Rentré chez moi. Je suis bien fatigué et puis le moindre bruit m’impressionne. J’ai besoin de repos, et j’ai peur de tomber. Mon Dieu délivrez-nous ! Je n’en puis plus. J’ai peur de ma solitude. Je n’ai plus le courage, mon Dieu verrai-je des jours meilleurs ? Et puis nos 2 chers grands m’inquiètent beaucoup. Les revoir sains et saufs avec les autres petits, et ma chère femme, et…  ne plus jamais se quitter !…

Impressions, Louis Guédet, Notaire et Juge de Paix à Reims. Récits et impressions de guerre d'un civil rémois 1914-1919, journal retranscrit par François-Xavier Guédet son petit-fils

Cardinal Luçon

Jeudi 13 – + 11°. Nuit tranquille à Reims. Visite du Père Decortes. Vi­site du Lieutenant de Jouvenel, venu de la 5′ Armée, annonçant la visite de 2 prêtres du Québec. Journée tranquille.

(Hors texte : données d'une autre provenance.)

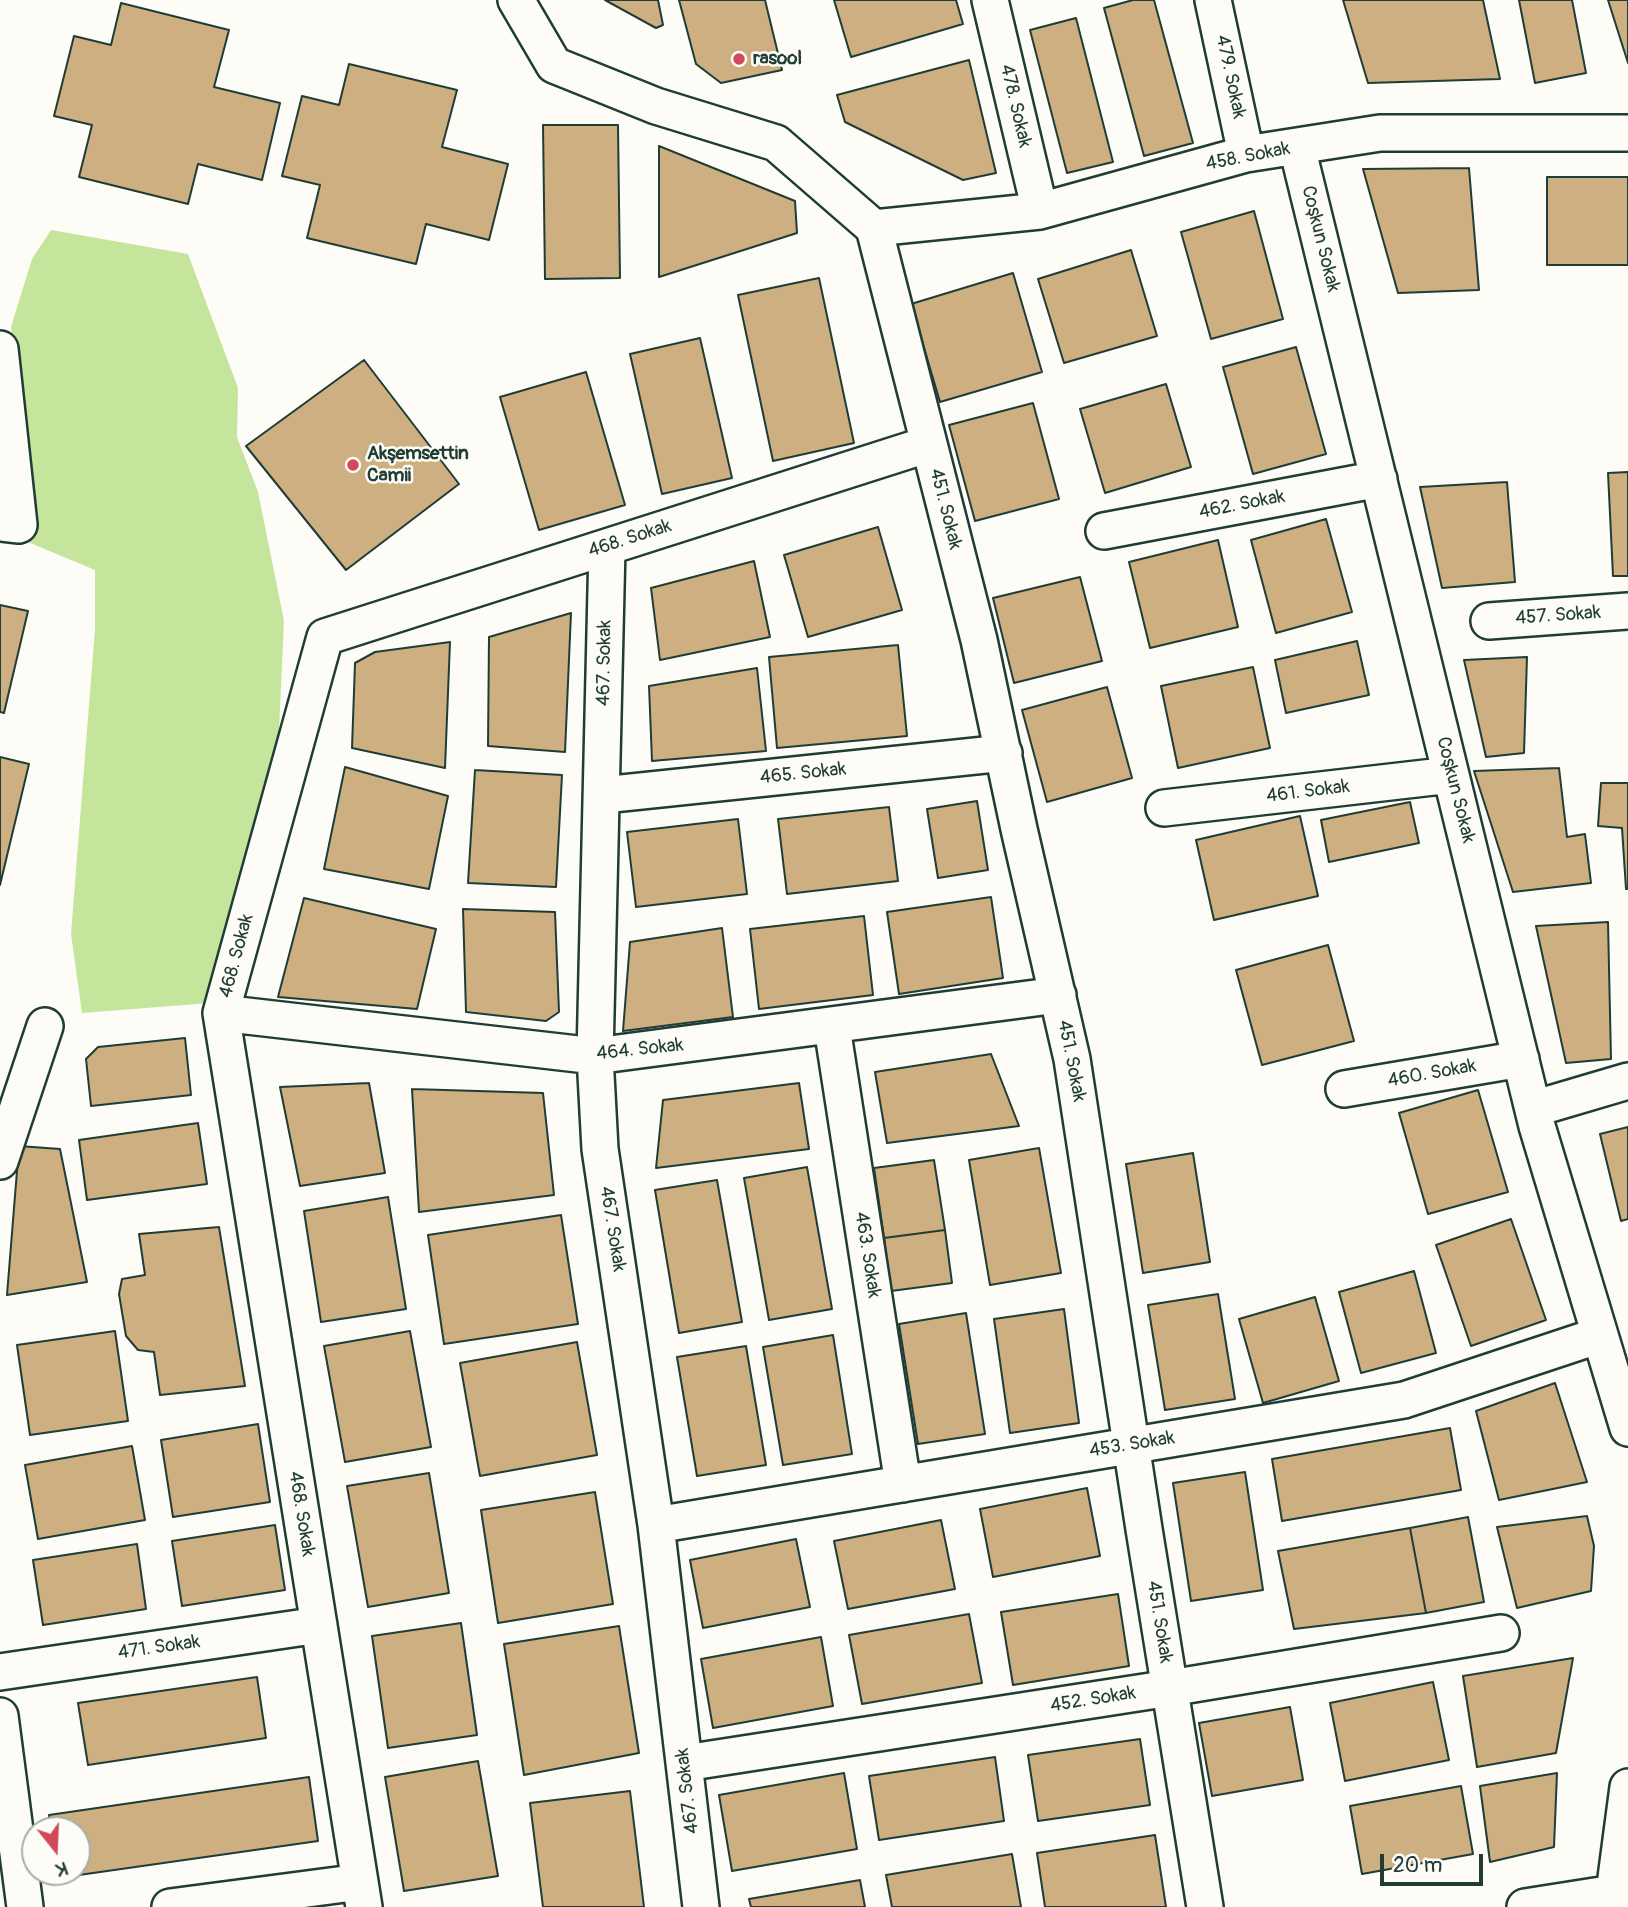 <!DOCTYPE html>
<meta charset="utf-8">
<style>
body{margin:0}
#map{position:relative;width:1628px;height:1907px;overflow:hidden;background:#fdfcf7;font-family:Pangolin,sans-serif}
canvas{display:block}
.north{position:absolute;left:21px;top:1816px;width:70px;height:70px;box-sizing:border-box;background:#fdfcf7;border:2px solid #a4b0a9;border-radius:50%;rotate:162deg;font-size:19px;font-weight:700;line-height:28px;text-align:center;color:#1f3d34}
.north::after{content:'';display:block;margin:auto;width:24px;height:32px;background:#d1495b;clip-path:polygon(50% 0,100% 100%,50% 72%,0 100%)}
.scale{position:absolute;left:1380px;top:1854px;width:103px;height:32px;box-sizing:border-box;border:4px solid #1f3d34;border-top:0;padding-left:9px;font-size:21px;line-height:24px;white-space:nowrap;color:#1f3d34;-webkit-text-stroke:5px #fdfcf7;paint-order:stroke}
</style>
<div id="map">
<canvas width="1628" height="1907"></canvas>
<div class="north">K</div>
<div class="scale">20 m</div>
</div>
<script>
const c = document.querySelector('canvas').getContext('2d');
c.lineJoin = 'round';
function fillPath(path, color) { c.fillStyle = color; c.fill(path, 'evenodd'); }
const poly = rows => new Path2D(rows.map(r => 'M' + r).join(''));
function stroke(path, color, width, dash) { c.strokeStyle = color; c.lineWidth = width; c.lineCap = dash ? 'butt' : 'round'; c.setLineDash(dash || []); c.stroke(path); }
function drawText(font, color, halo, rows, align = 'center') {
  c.font = font + ' Pangolin,sans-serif'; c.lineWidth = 5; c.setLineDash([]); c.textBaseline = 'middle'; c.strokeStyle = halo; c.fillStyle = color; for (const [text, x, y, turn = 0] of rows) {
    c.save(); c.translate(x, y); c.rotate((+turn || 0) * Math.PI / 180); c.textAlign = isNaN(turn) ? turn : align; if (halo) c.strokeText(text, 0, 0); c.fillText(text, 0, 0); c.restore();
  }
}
fillPath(poly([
 [51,230,188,254,238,388,237,437,258,492,284,621,277,774,210,1003,82,1013,71,934,95,629,95,570,23,540,24,466,11,327,32,259]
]), '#c5e49c');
const building = poly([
 [605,0,658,0,663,25,656,28,605,0],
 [679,0,765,0,782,70,721,83,696,64,679,0],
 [834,0,956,0,963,24,851,57,834,0],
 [1133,0,1154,0,1193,143,1144,156,1104,8,1133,0],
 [1343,0,1483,0,1500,79,1368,83,1343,0],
 [1519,0,1572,0,1586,73,1535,83,1519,0],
 [1608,0,1628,0,1628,63,1608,0],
 [121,3,229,30,214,87,280,103,262,180,198,164,188,204,79,177,92,125,54,116,74,36,111,45,121,3],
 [1076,18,1113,162,1067,173,1030,30,1076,18],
 [969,60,996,173,963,180,845,122,837,95,969,60],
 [349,64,457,90,442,147,508,164,489,240,426,224,416,264,307,238,320,185,282,176,302,96,339,105,349,64],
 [543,125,618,125,620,278,545,279,543,125],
 [659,146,795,201,797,233,659,277,659,146],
 [1469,168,1479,290,1398,293,1363,169,1469,168],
 [1547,177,1628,177,1628,265,1547,265,1547,177],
 [1254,211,1283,319,1211,339,1181,232,1254,211],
 [1131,250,1157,336,1064,363,1038,279,1131,250],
 [1013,273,1042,372,940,402,911,304,1013,273],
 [819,278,854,443,773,461,738,295,819,278],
 [700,338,732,478,662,494,630,354,700,338],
 [1296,347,1326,454,1253,474,1223,367,1296,347],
 [364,360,459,484,346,570,246,446,364,360],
 [586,372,625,505,539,530,500,397,586,372],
 [1166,384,1191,467,1105,493,1080,409,1166,384],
 [1033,403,1059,499,975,521,949,425,1033,403],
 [1628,472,1628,576,1613,576,1608,473,1628,472],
 [1507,482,1515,582,1442,588,1420,487,1507,482],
 [1326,519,1352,612,1276,633,1251,540,1326,519],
 [878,527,902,610,808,637,784,555,878,527],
 [1218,540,1238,627,1150,648,1129,562,1218,540],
 [754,561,770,637,660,660,651,588,754,561],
 [1080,577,1102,661,1014,683,993,598,1080,577],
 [0,605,28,611,4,713,0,712,0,605],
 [571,613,565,752,488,746,489,637,571,613],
 [1357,641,1369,695,1286,713,1275,660,1357,641],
 [450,642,445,768,352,748,355,663,375,652,450,642],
 [898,645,907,736,777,748,769,657,898,645],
 [1527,657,1524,753,1486,757,1464,660,1527,657],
 [1253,667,1270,748,1178,768,1161,686,1253,667],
 [757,668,766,751,652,761,649,686,757,668],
 [1107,687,1132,778,1047,802,1022,710,1107,687],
 [0,757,29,764,0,885,0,757],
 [345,767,448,796,429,889,324,869,345,767],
 [1559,768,1567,837,1585,834,1591,883,1513,892,1474,771,1559,768],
 [475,770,562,775,556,887,468,883,475,770],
 [1601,783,1628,783,1628,889,1626,889,1622,828,1598,826,1601,783],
 [977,801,988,870,938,878,927,809,977,801],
 [1410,802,1419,843,1329,862,1321,820,1410,802],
 [889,807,898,881,787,894,778,819,889,807],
 [1300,816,1318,896,1214,920,1196,840,1300,816],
 [738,819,747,894,636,907,627,832,738,819],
 [991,897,1003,978,899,994,887,912,991,897],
 [304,898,436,929,417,1009,278,997,304,898],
 [463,909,555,912,559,1012,546,1021,466,1012,463,909],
 [864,916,873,995,759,1009,750,929,864,916],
 [1608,922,1611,1059,1566,1063,1536,926,1608,922],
 [722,928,733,1017,623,1031,630,942,722,928],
 [1328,945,1354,1041,1262,1065,1236,970,1328,945],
 [185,1038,191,1095,91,1106,86,1059,98,1047,185,1038],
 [991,1054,1019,1126,887,1143,875,1072,991,1054],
 [369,1083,385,1173,300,1186,280,1087,369,1083],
 [799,1083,809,1149,656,1168,663,1100,799,1083],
 [412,1089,543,1093,554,1195,419,1212,412,1089],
 [1478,1090,1508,1192,1428,1214,1399,1113,1478,1090],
 [198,1123,207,1184,87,1200,79,1140,198,1123],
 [1628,1127,1628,1219,1621,1221,1600,1134,1628,1127],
 [19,1146,60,1149,87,1282,7,1295,19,1146],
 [1039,1148,1061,1273,990,1285,969,1160,1039,1148],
 [1193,1153,1210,1262,1143,1273,1126,1164,1193,1153],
 [934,1160,945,1230,884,1238,874,1168,934,1160],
 [807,1167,832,1309,769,1320,744,1178,807,1167],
 [717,1180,742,1322,679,1333,655,1190,717,1180],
 [388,1197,406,1309,321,1322,304,1211,388,1197],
 [561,1215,578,1324,444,1344,428,1235,561,1215],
 [1511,1219,1546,1320,1471,1346,1436,1245,1511,1219],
 [219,1227,245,1386,160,1395,154,1352,138,1350,126,1336,119,1294,122,1279,145,1275,139,1234,219,1227],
 [945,1230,952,1283,891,1291,884,1238,945,1230],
 [1414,1271,1436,1353,1361,1373,1339,1292,1414,1271],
 [1218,1294,1235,1399,1165,1410,1148,1305,1218,1294],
 [1315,1297,1339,1381,1263,1403,1239,1319,1315,1297],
 [1064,1309,1079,1423,1010,1433,994,1319,1064,1309],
 [966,1313,985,1434,918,1444,899,1324,966,1313],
 [115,1331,128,1421,30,1435,17,1345,115,1331],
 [410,1331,431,1447,345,1462,324,1346,410,1331],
 [833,1335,852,1454,783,1465,763,1347,833,1335],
 [577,1342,597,1455,480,1476,460,1363,577,1342],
 [746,1346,766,1465,697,1476,677,1357,746,1346],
 [1555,1383,1587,1482,1499,1500,1476,1411,1555,1383],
 [258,1424,270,1502,173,1517,161,1440,258,1424],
 [1450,1428,1461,1490,1282,1521,1272,1459,1450,1428],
 [132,1446,145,1520,38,1539,25,1465,132,1446],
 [1245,1472,1263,1590,1191,1601,1173,1483,1245,1472],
 [429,1473,449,1593,368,1607,347,1486,429,1473],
 [1087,1488,1100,1556,993,1577,980,1509,1087,1488],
 [595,1492,613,1604,498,1623,481,1510,595,1492],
 [1587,1516,1594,1546,1591,1591,1517,1608,1497,1527,1587,1516],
 [1468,1517,1484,1602,1426,1613,1410,1528,1468,1517],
 [941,1520,955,1589,848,1609,834,1541,941,1520],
 [275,1525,285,1590,182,1606,172,1541,275,1525],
 [1410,1528,1426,1613,1294,1629,1278,1551,1410,1528],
 [796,1539,810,1607,703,1628,690,1560,796,1539],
 [137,1544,146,1609,43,1625,33,1560,137,1544],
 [1118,1594,1129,1666,1013,1685,1001,1612,1118,1594],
 [969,1614,982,1683,862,1704,849,1635,969,1614],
 [461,1623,477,1735,388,1748,372,1636,461,1623],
 [619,1626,639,1753,524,1775,504,1644,619,1626],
 [821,1637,833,1706,713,1728,701,1659,821,1637],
 [1573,1658,1556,1753,1477,1767,1463,1676,1573,1658],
 [257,1677,266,1738,88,1765,78,1703,257,1677],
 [1433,1682,1449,1760,1345,1781,1330,1703,1433,1682],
 [1290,1707,1303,1780,1212,1796,1199,1723,1290,1707],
 [1140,1739,1150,1805,1038,1821,1028,1755,1140,1739],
 [995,1757,1004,1821,879,1840,869,1776,995,1757],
 [478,1761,498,1876,404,1891,385,1777,478,1761],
 [844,1773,857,1849,732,1871,719,1795,844,1773],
 [1557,1773,1554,1847,1490,1862,1480,1786,1557,1773],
 [309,1777,318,1841,58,1878,57,1872,77,1872,77,1830,51,1830,49,1815,309,1777],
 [1461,1786,1473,1854,1362,1874,1350,1806,1461,1786],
 [630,1791,644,1907,543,1907,530,1803,630,1791],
 [1155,1835,1166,1907,1045,1907,1037,1853,1155,1835],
 [1012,1854,1021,1907,892,1907,886,1875,1012,1854],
 [860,1880,865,1907,751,1907,749,1899,860,1880]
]);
fillPath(building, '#cdaf81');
stroke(building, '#1f3d34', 2);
const minor = poly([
 [516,0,554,65,656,106,776,143,874,228],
 [990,0,1040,211],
 [1213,0,1246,154],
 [1297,147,1537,1126,1628,1428],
 [874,228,979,640,1019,829,1072,1059,1144,1529,1205,1907],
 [874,228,1040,211,1246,154,1380,133,1628,133],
 [0,349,19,525,0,523],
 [1104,531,1379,479],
 [607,547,595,1056,600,1149,656,1525,701,1907],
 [1489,621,1628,611],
 [603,795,1004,753],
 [1164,808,1451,775],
 [221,1013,595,1056,1058,995],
 [832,1027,903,1484],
 [1344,1089,1521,1059],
 [1533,1109,1628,1081],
 [0,1161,45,1026],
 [656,1525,1404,1400,1600,1335],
 [0,1672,319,1625],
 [0,1716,25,1907],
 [685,1763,1170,1688,1501,1633],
 [170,1907,360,1882],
 [364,1907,221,1013,325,637,929,444],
 [1525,1907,1614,1893],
 [1619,1907,1614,1893,1628,1787]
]);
stroke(minor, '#1f3d34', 40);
stroke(minor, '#fdfcf7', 35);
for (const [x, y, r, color] of [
 [739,59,7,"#d1495b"],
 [353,465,7,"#d1495b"]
]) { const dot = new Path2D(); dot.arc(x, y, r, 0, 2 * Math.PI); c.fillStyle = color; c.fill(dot); stroke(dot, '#fdfcf7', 2.5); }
drawText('bold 19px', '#1f3d34', '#fdfcf7', [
 ["rasool",753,59],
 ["Akşemsettin",367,454],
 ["Camii",367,476]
], 'left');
drawText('19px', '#1f3d34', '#fdfcf7', [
 ["479. Sokak",1230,77,78],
 ["478. Sokak",1015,106,77],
 ["458. Sokak",1248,157,-11],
 ["Coşkun Sokak",1320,239,76],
 ["462. Sokak",1242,505,-11],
 ["451. Sokak",945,509,76],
 ["468. Sokak",630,539,-18],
 ["457. Sokak",1558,616,-4],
 ["467. Sokak",605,663,-89],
 ["465. Sokak",803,774,-6],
 ["Coşkun Sokak",1455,790,76],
 ["461. Sokak",1308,792,-7],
 ["468. Sokak",237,956,-75],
 ["464. Sokak",640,1050,-6],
 ["451. Sokak",1071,1061,79],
 ["460. Sokak",1432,1074,-10],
 ["467. Sokak",612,1229,81],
 ["463. Sokak",867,1255,81],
 ["453. Sokak",1132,1445,-9],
 ["468. Sokak",301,1514,81],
 ["451. Sokak",1159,1622,81],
 ["471. Sokak",159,1648,-8],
 ["452. Sokak",1093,1700,-9],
 ["467. Sokak",688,1791,-97]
]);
</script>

Cardinal Luçon dans son Journal de la Guerre 1914-1918, éd. par L’Académie Nationale de Reims – 1998 – TAR volume 173

Jeudi 13 septembre

Aucune action d’infanterie. Activité moyenne de l’artillerie sur la plus grande partie du front, plus marquée en Belgique et sur la rive droite de la Meuse.
Quatre avions allemands ont été abattus par nos pilotes. Dix autres appareils ennemis sont tombés dans leur ligne gravement endommagés. Nos avions de bombardement ont lancé de nombreux projectiles sur les gares de Roulers, Cortemark, Staden, le terrain d’aviation de Colmar, les gares de Conflans-Jarny, les usines militaires au sud-est de Sarrebourg.
Les Anglais ont développé leurs succès de détail près de Villeret et conquis 400 mètres de tranchées allemandes. Ils ont fait, en outre, des prisonniers. Ils ont ensuite repoussé successivement trois attaques. Ils ont réussi des coups de main au nord-est de Gueudecourt et au sud de Lombaertzyde.
Actions d’artillerie sur le front italien. Les Autrichiens ont subi un échec près du lac de Ledro et un autre sur le San Gabriele. Aux bouches du Timavo, leurs détachements d’assaut ont été mis en fuite.
En Albanie, succès franco-italien au sud-est de Berat.
En Macédoine, les Italiens rejettent un détachement ennemi. Canonnade dans la région de Monastir. Dans la région des lacs, nos troupes ont enlevé le village de Pogradec, et repoussé les Bulgares à 4 kilomètres de là.